We've based our warping calculations on "Torsional Analysis of Steel Members",
published by the AISC. This document is by no means comprehensive; it presents
equations for several idealized cases, and we've extended these equations to
general frame analysis. We treat all warping members (defined by AISC as open
members whose sub-sections do not share a common point, i.e. channels and wide
flanges) as "case 2" members where warping is considered to occur when both
ends of the member are fully fixed and thus considered to be restrained
against warp (all this is in the RISA-3D documentation).

The AISC equations are not "length limited", though the warping stiffness and
stress equations, too complex to present here, are dependent on length and a
warping member becomes much less stiff as it's torque length increases.

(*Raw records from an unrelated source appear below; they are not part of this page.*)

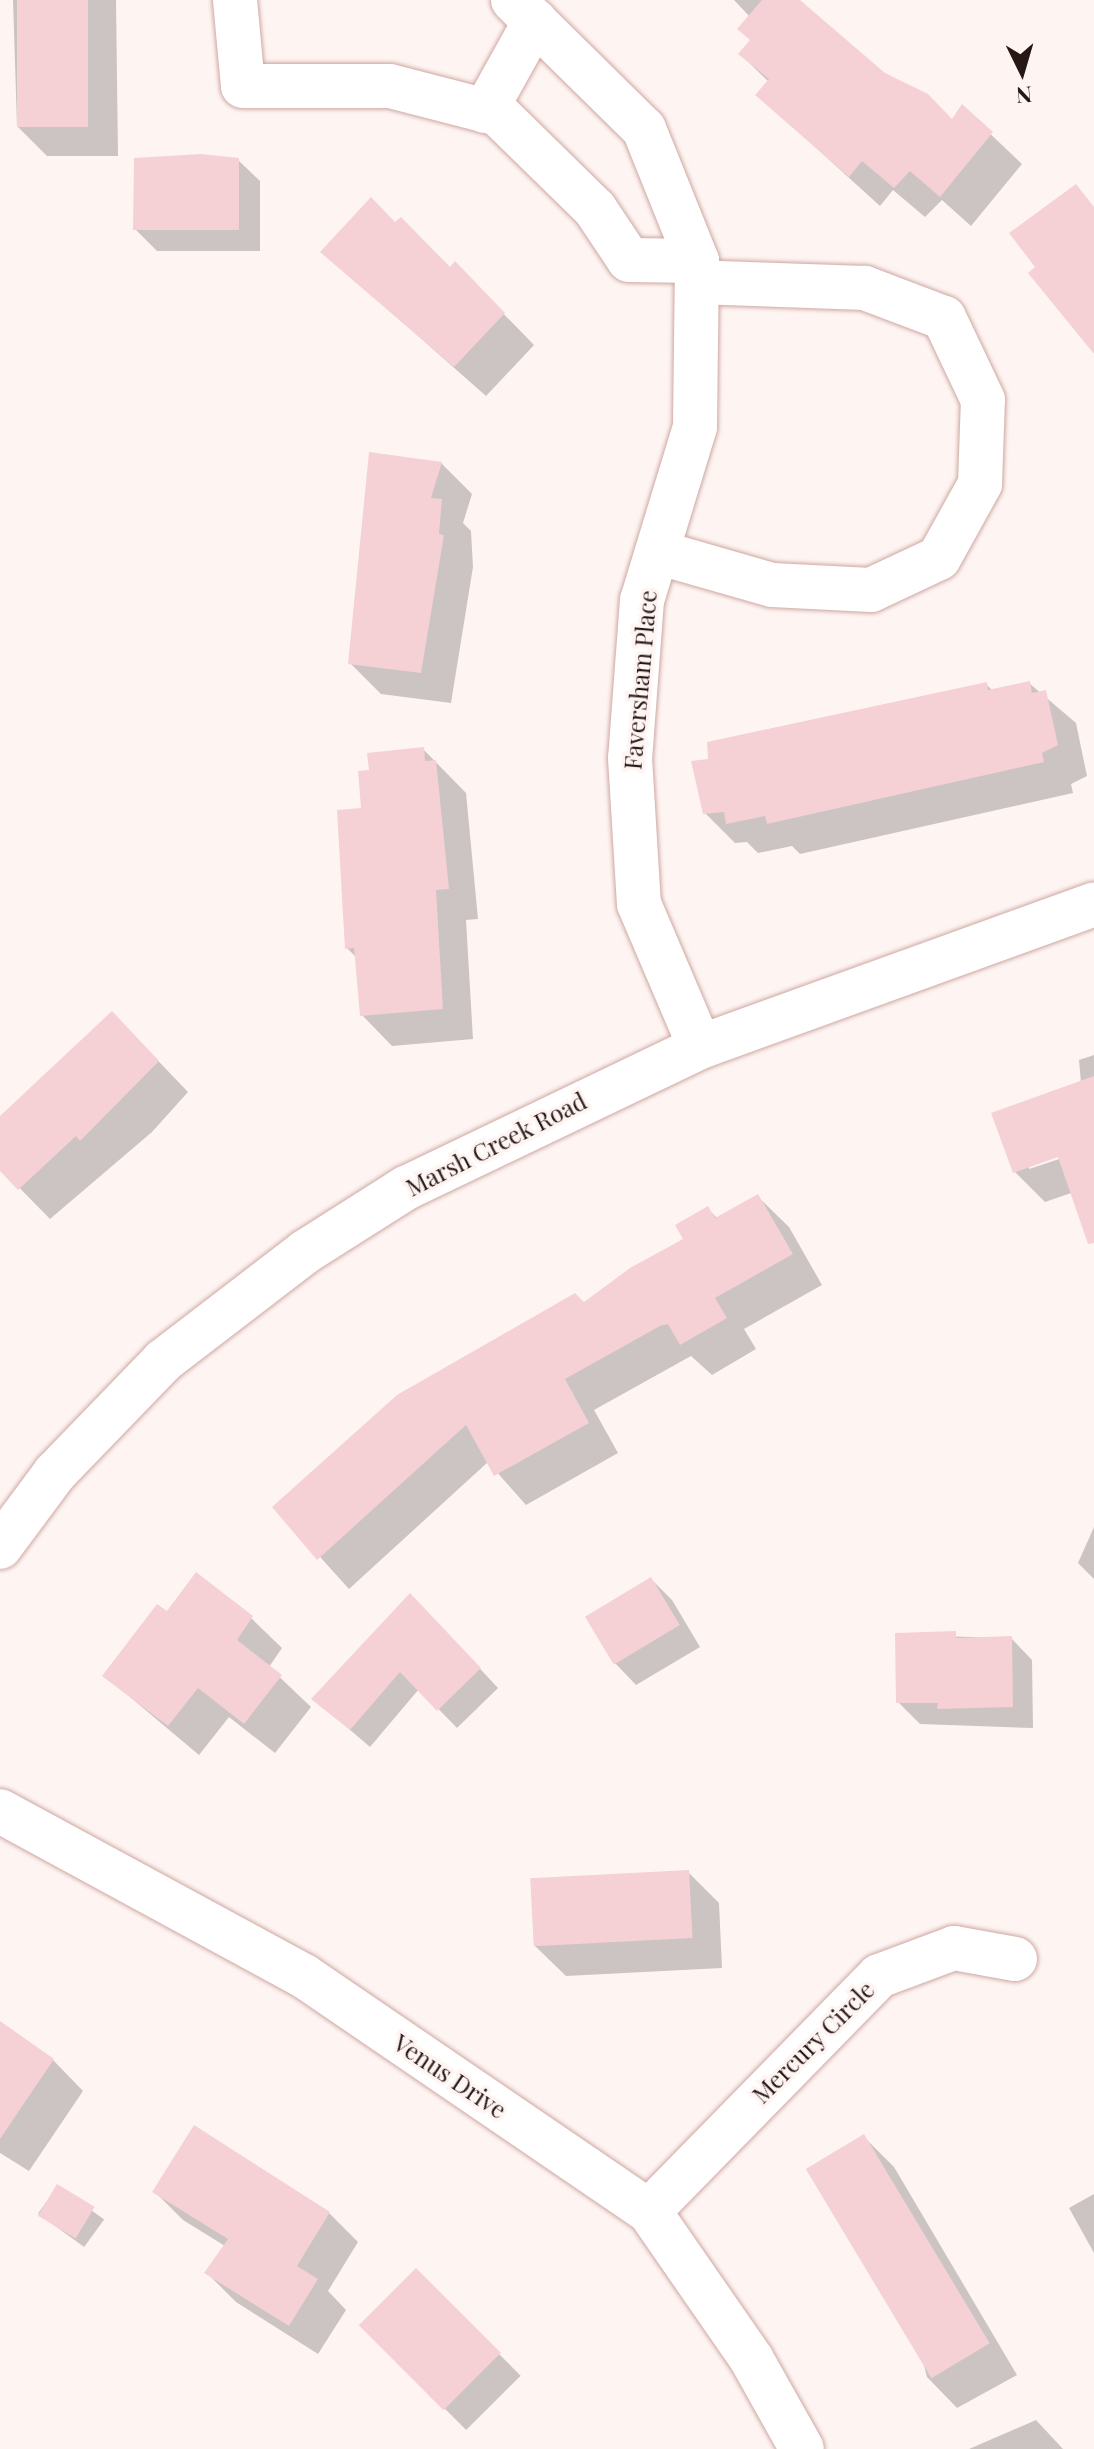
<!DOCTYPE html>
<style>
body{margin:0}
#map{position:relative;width:1094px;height:2449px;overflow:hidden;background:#fef5f3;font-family:"Playfair Display",serif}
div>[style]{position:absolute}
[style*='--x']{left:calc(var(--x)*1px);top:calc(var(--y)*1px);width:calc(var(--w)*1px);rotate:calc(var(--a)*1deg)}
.shadow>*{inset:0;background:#0003;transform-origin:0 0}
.building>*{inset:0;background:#f5d0d5;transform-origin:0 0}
.roads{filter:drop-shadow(0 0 2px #cfa7a1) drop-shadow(0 0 2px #cfa7a1)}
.minor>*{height:44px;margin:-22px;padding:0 22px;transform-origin:22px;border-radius:22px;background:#fff}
span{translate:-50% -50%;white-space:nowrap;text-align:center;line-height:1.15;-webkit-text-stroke:7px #fef5f3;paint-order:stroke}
.street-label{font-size:24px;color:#271816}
.north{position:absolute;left:982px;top:32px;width:80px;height:80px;-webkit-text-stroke:6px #fef5f3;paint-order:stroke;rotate:175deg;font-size:22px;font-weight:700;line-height:32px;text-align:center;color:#271816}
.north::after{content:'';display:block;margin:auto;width:28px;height:36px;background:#271816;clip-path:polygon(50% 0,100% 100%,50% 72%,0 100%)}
</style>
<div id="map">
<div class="shadow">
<i style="clip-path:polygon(13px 0,116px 0,118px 156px,47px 156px,17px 126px)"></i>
<i style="clip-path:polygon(734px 0,797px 0,884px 74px,953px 122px,962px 107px,1022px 164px,971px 226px,942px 200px,925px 217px,893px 190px,880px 206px,758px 95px,769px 82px,740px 54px,752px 41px,750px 17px)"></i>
<i style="clip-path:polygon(238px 160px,260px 181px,260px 251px,157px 251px,135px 229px)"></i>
<i style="clip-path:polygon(323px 252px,450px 269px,455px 264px,534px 345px,486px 396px)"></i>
<i style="clip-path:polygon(441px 463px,472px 494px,463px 523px,471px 531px,473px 567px,451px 703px,381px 694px,350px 663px)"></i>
<i style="clip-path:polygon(1029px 683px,1076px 723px,1087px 776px,1071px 784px,1073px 793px,800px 854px,792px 846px,758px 853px,747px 842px,735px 843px,705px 813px,711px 761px,986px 684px,993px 691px)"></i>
<i style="clip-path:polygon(423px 749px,466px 793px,478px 919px,466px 920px,473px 1039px,392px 1046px,362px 1015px,357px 958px,347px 948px,371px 771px)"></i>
<i style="clip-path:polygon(142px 1044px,188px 1092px,152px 1132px,50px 1219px,0 1168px,0 1118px)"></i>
<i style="clip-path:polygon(evenodd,1094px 1055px,1094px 1212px,1074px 1192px,1045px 1202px,1015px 1172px,1081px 1083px,1079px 1060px,1094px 1055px,1066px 1152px,1068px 1156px,1029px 1169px,1029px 1165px,1066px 1152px)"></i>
<i style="clip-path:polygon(758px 1197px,789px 1227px,822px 1285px,744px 1329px,756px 1349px,712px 1375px,691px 1356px,594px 1410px,618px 1453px,526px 1505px,488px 1462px,349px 1589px,275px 1507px,686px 1239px,708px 1209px,718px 1219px)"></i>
<i style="clip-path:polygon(1094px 1527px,1094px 1579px,1078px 1563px)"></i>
<i style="clip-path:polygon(651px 1579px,672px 1600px,700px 1647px,636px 1685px,615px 1663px,588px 1617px)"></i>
<i style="clip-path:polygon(429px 1614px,498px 1688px,457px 1728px,419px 1689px,370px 1747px,314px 1699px)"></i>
<i style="clip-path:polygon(251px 1618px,282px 1648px,269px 1667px,311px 1707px,275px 1753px,229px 1717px,199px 1755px,105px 1676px)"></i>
<i style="clip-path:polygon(897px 1635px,1011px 1638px,1032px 1660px,1033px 1728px,920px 1724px,898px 1702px)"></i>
<i style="clip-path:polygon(688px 1872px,719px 1903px,722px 1968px,566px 1976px,535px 1946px)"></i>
<i style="clip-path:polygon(0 2023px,53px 2060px,83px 2091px,29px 2171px,0 2153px)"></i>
<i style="clip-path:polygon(864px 2137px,894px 2167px,1017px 2375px,957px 2408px,927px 2377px)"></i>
<i style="left:58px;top:2186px;width:57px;height:34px;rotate:36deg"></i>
<i style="clip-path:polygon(154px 2191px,329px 2213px,358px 2242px,328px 2291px,346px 2310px,318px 2354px,236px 2302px,207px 2273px,225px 2246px,183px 2220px)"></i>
<i style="clip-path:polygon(1094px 2194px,1094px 2253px,1069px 2208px)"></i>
<i style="left:416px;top:2271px;width:148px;height:77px;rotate:45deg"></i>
<i style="clip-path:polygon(1036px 2420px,1063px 2449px,969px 2449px)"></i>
</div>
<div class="building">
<i style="left:17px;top:0;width:71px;height:127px"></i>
<i style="clip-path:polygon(762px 0,800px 0,885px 73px,928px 94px,952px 119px,962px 104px,993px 132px,940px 197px,910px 171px,894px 188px,862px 161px,849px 177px,755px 95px,769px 79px,738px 54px,750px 40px,737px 29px)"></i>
<i style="clip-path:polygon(201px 154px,239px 158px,239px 230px,133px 230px,134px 158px)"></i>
<i style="clip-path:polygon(1076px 184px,1094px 207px,1094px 354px,1028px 273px,1035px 267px,1009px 233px)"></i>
<i style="clip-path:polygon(371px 197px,395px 222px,401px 217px,450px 267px,455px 261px,505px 313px,454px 367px,320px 252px)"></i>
<i style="clip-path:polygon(369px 452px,442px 462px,431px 498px,442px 499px,439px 534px,444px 535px,421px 673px,348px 664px)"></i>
<i style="clip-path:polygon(1030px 681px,1032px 693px,1046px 690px,1058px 745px,1042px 753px,1044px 762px,767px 824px,765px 816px,726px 824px,724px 812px,703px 814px,691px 761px,708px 759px,707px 742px,987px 682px,988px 690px)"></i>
<i style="clip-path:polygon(424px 747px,425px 761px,436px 760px,449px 889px,436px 890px,443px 1009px,360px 1016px,354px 948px,345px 949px,337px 810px,361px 808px,358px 771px,369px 770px,367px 753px)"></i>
<i style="clip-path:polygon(112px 1011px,159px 1061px,80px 1141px,76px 1136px,18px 1190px,0 1171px,0 1116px)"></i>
<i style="clip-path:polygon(1094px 1076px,1094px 1243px,1088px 1244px,1058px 1157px,1013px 1173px,991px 1113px)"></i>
<i style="clip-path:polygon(758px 1194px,793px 1254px,715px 1298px,727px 1318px,680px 1345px,668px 1324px,660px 1326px,565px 1379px,589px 1423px,494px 1476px,466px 1425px,317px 1560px,272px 1507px,397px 1395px,575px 1293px,584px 1302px,630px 1268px,683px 1239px,675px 1225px,708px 1206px,715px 1218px)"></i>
<i style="clip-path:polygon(196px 1572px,253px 1616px,237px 1640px,282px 1675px,244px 1724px,198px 1688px,168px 1726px,102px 1676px,157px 1604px,167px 1611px)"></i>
<i style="left:651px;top:1577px;width:56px;height:77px;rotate:59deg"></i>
<i style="clip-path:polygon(410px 1593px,481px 1668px,437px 1711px,400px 1672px,350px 1730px,311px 1699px)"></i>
<i style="clip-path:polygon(956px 1631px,956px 1638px,1012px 1636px,1013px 1707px,937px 1709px,938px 1703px,896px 1703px,895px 1633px)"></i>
<i style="left:689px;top:1870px;width:68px;height:159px;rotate:87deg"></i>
<i style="clip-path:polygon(0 2021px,54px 2059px,0 2139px)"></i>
<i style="clip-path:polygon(194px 2125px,330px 2212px,297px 2266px,318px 2279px,289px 2326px,204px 2273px,228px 2239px,152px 2192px)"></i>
<i style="left:864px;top:2134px;width:244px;height:68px;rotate:59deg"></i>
<i style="left:57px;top:2184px;width:44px;height:37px;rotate:31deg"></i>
<i style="left:416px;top:2268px;width:120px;height:81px;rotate:45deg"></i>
</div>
<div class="roads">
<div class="minor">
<i style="--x:235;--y:0;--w:86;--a:84.7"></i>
<i style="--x:243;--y:86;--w:147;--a:0"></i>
<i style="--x:390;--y:86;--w:112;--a:14.5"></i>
<i style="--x:498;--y:114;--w:136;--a:44.4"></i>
<i style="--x:595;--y:209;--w:61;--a:56.3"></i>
<i style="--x:629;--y:260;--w:68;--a:0.8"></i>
<i style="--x:513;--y:0;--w:184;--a:44.6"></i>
<i style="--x:644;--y:129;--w:142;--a:68.1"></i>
<i style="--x:697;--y:261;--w:166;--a:90.7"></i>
<i style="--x:695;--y:427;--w:181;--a:107"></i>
<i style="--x:642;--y:600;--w:158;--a:94.3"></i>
<i style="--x:630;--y:758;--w:146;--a:86.5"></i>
<i style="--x:639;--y:904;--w:155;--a:66.9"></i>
<i style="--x:485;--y:111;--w:103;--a:-60.9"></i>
<i style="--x:657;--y:552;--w:120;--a:16"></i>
<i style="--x:772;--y:585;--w:99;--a:2.9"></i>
<i style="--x:871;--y:590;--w:75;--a:-25.2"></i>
<i style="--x:939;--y:558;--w:85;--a:-61"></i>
<i style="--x:980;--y:484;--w:84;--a:-88"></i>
<i style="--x:983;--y:400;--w:91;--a:-115.4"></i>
<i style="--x:944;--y:318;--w:85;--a:-159.2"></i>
<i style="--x:865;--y:288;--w:168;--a:-178"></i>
<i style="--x:0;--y:1547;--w:92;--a:-53.4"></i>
<i style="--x:55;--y:1473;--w:156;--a:-46"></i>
<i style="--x:163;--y:1361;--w:179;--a:-37.5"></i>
<i style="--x:305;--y:1252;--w:120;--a:-32.4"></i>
<i style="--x:406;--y:1188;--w:326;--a:-25.6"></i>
<i style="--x:700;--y:1047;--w:419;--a:-19.9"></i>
<i style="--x:0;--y:1811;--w:346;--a:28.5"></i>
<i style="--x:304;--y:1976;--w:417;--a:34.3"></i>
<i style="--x:649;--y:2211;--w:181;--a:55.3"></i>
<i style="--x:752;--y:2360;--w:102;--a:60.7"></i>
<i style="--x:649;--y:2211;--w:329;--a:-45.6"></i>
<i style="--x:879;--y:1976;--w:80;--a:-20.5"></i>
<i style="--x:954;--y:1948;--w:62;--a:10.2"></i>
</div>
</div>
<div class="street-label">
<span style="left:640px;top:680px;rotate:-85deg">Faversham Place</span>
<span style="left:496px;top:1144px;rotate:-27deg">Marsh Creek Road</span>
<span style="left:813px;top:2042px;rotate:-45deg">Mercury Circle</span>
<span style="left:450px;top:2076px;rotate:34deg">Venus Drive</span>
</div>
<div class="north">N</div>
</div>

This
equation is based on several factors in addition to J so just modifying J is
essentially meaningless. When you say "we input all the properties manually",
do you mean you also input Cw, Wno and Sw (in addition to A,I,J), because if
you didn't, of course the results are different.

Inclusion of warping torsion in a general frame analysis is very difficult.
This is why almost every program on the market completely ignores this effect.
RISA-3D, however, does not. I would have to see Greg's model to comment on his
results specifically, but we document quite clearly how we handle warping in
the RISA-3D user's manual and we have multiple verification problems that
prove we do what we say we do, and I'm confident that in Greg's case RISA-3D
was doing exactly what it was supposed to do. Also remember, Greg, you have
the option of turning torsional warping effects OFF altogether, in which case
the RISA-3D beam element will be degraded to the same level of accuracy as
other programs.

I think if you take the time to read and understand RISA-3D's implementation
of torsional warping you'll realize there is no "dangerous bug" and RISA-3D is
doing a good job in modeling an exceedingly difficult effect, which is much
better than just ignoring it completely. Again, if you don't agree with what
RISA-3D is doing, just turn warping OFF.

 We've also gotten strange results when we tried to use the plate elements 
 in RISA3D.

As for your comment on RISA-3D's plate element, could you be a bit more
specific? Again, we've extensively documented and tested this element, and
we've provided verification in the RISA-3D manual. Could it be that you had a
poorly defined model instead (as is usually the case)? As before, it's
difficult for me to answer this specifically with actually seeing these
"strange results".

Also, as much as it pains me to do so, I have to defend STAADIII. Your comment
regarding modeling of diaphragms in STAADIII indicated that you attempted to
do this via "MASTER-SLAVE" connections. This is absolutely the wrong way to
model diaphragms, in STAAD or in any other program.  I'm sure your results
were very "strange" indeed due to the fact that your model was strange (and
 >>My advice is to treat all results from analysis programs as wrong until 
>> proven right.

Finally, something I can agree with.